Example: Investigate the order of convergence of Newton’s method and modified Newton’s method for \(f(x)= (x - 3)^4\) on \([-6,~6]\) using \(c_0 = -5\) and \(c= 3\).
Solution: Observe that \(c = 3\) is a root of this polynomial with the multiplicity of \(m = 4\).
from hd_RootFinding_Algorithms import Newton_method_mod
import numpy as np
f = lambda x: (x - 3)**4
Df = lambda x: 4*(x - 3)**3
# Newton method
data = Newton_method_mod(f, Df, x0 = -5, TOL = 1e-4, Nmax = 20)
display(data.style.format({'fxn': "{:.4e}"}))
hd.it_method_plot(data, title = 'Newton Method', ycol = 'fxn', ylabel = 'f(xn)', color = 'OrangeRed')
# Newton method modified
data = Newton_method_mod(f, Df, m = 4, x0 = -5, TOL = 1e-4, Nmax = 20)

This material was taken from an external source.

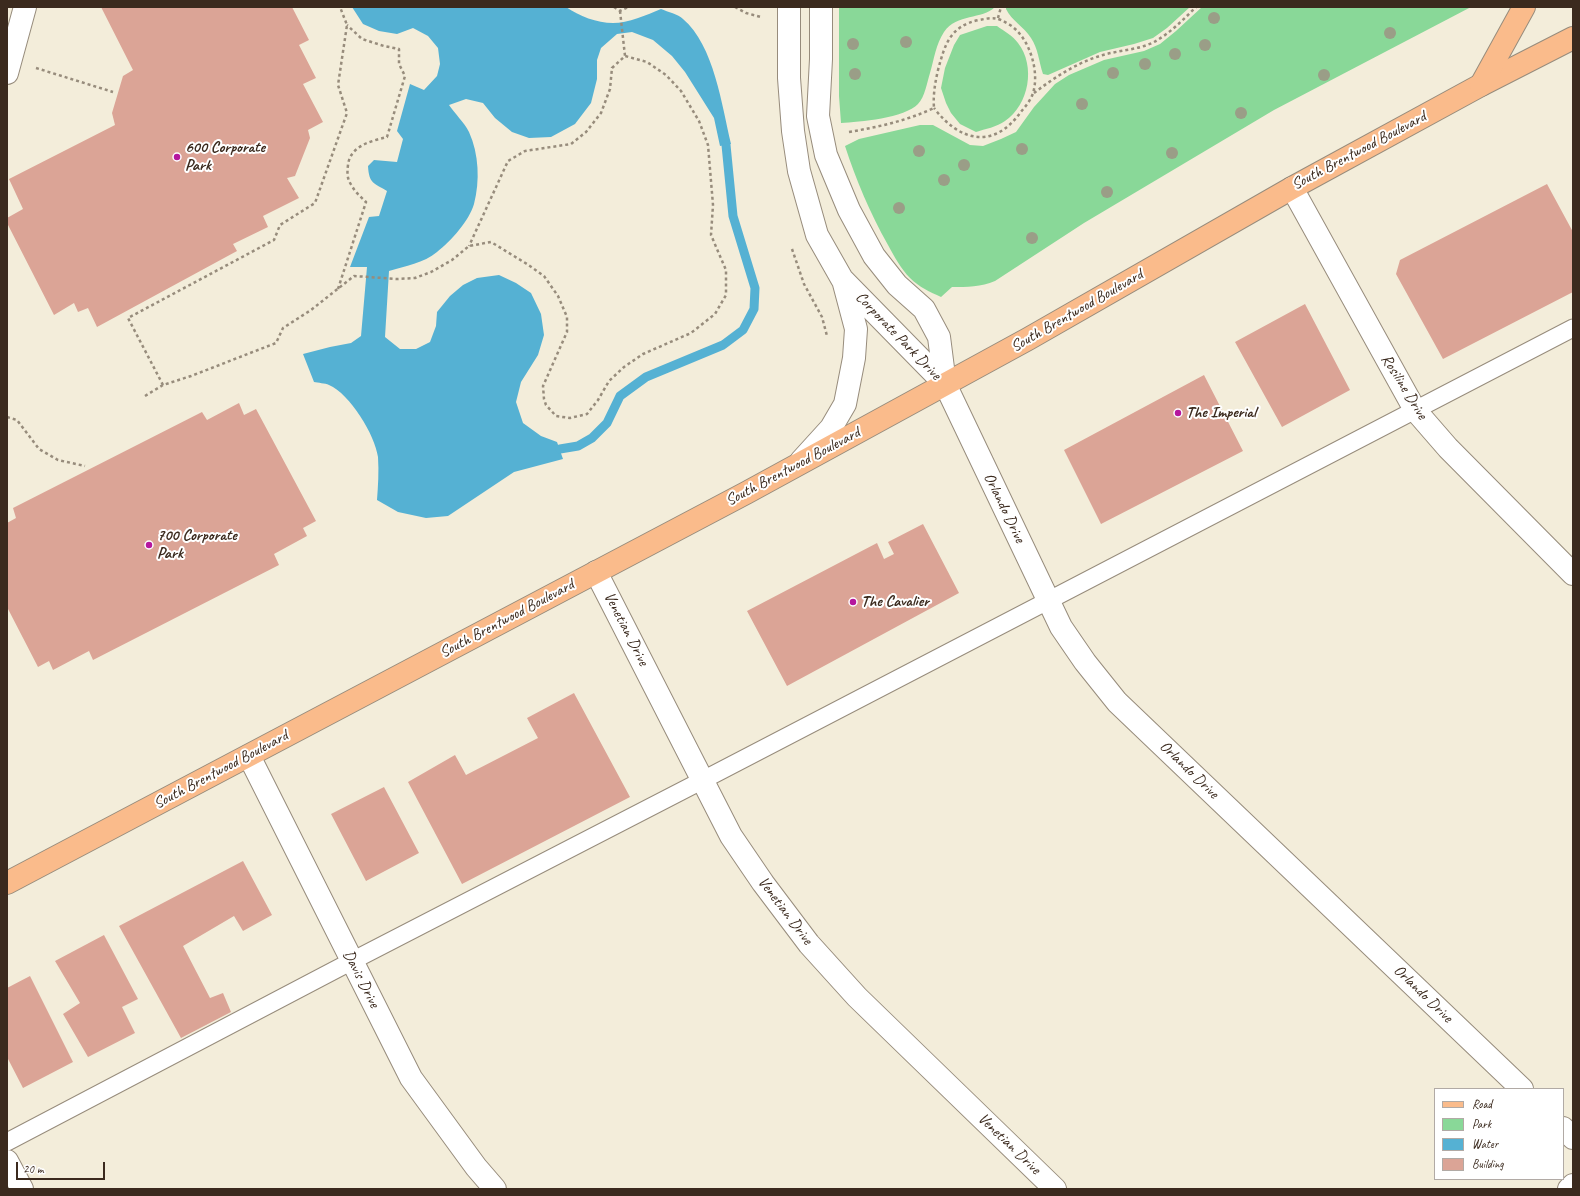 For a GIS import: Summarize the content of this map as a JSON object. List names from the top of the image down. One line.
{"streets":{"main road":["South Brentwood Boulevard"],"street":["Corporate Park Drive","Rosiline Drive","Orlando Drive","Venetian Drive","Davis Drive"]},"crossings":[["South Brentwood Boulevard","Corporate Park Drive"],["South Brentwood Boulevard","Rosiline Drive"],["South Brentwood Boulevard","Orlando Drive"],["South Brentwood Boulevard","Venetian Drive"],["South Brentwood Boulevard","Davis Drive"],["Corporate Park Drive","Orlando Drive"]],"places":["600 Corporate Park","The Imperial","700 Corporate Park","The Cavalier"],"legend":["Road","Park","Water","Building"],"scale_bar":"20 m"}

display(data.style.format({'fxn': "{:.4e}"}))
xn | fxn | Dfxn | |
---|---|---|---|
0 | -5.000000 | 4.0960e+03 | -2048.000000 |
1 | -3.000000 | 1.2960e+03 | -864.000000 |
2 | -1.500000 | 4.1006e+02 | -364.500000 |
3 | -0.375000 | 1.2975e+02 | -153.773438 |
4 | 0.468750 | 4.1053e+01 | -64.873169 |
5 | 1.101562 | 1.2989e+01 | -27.368368 |
6 | 1.576172 | 4.1099e+00 | -11.546030 |
7 | 1.932129 | 1.3004e+00 | -4.870982 |
8 | 2.199097 | 4.1145e-01 | -2.054945 |
9 | 2.399323 | 1.3019e-01 | -0.866930 |
10 | 2.549492 | 4.1192e-02 | -0.365736 |
11 | 2.662119 | 1.3033e-02 | -0.154295 |
12 | 2.746589 | 4.1238e-03 | -0.065093 |
13 | 2.809942 | 1.3048e-03 | -0.027461 |
14 | 2.857456 | 4.1285e-04 | -0.011585 |
15 | 2.893092 | 1.3063e-04 | -0.004888 |
16 | 2.919819 | 4.1331e-05 | -0.002062 |
xn | fxn | Dfxn | |
---|---|---|---|
0 | -5.000000 | 4.0960e+03 | -2048.000000 |
1 | 3.000000 | 0.0000e+00 | 0.000000 |
The iterations was stopped when \(f(c_n) < 10^{-4}\). The above iterations are too short for any form of error estimation. Nevertheless, observe that the rate of convergence for the modified Newton method is much faster.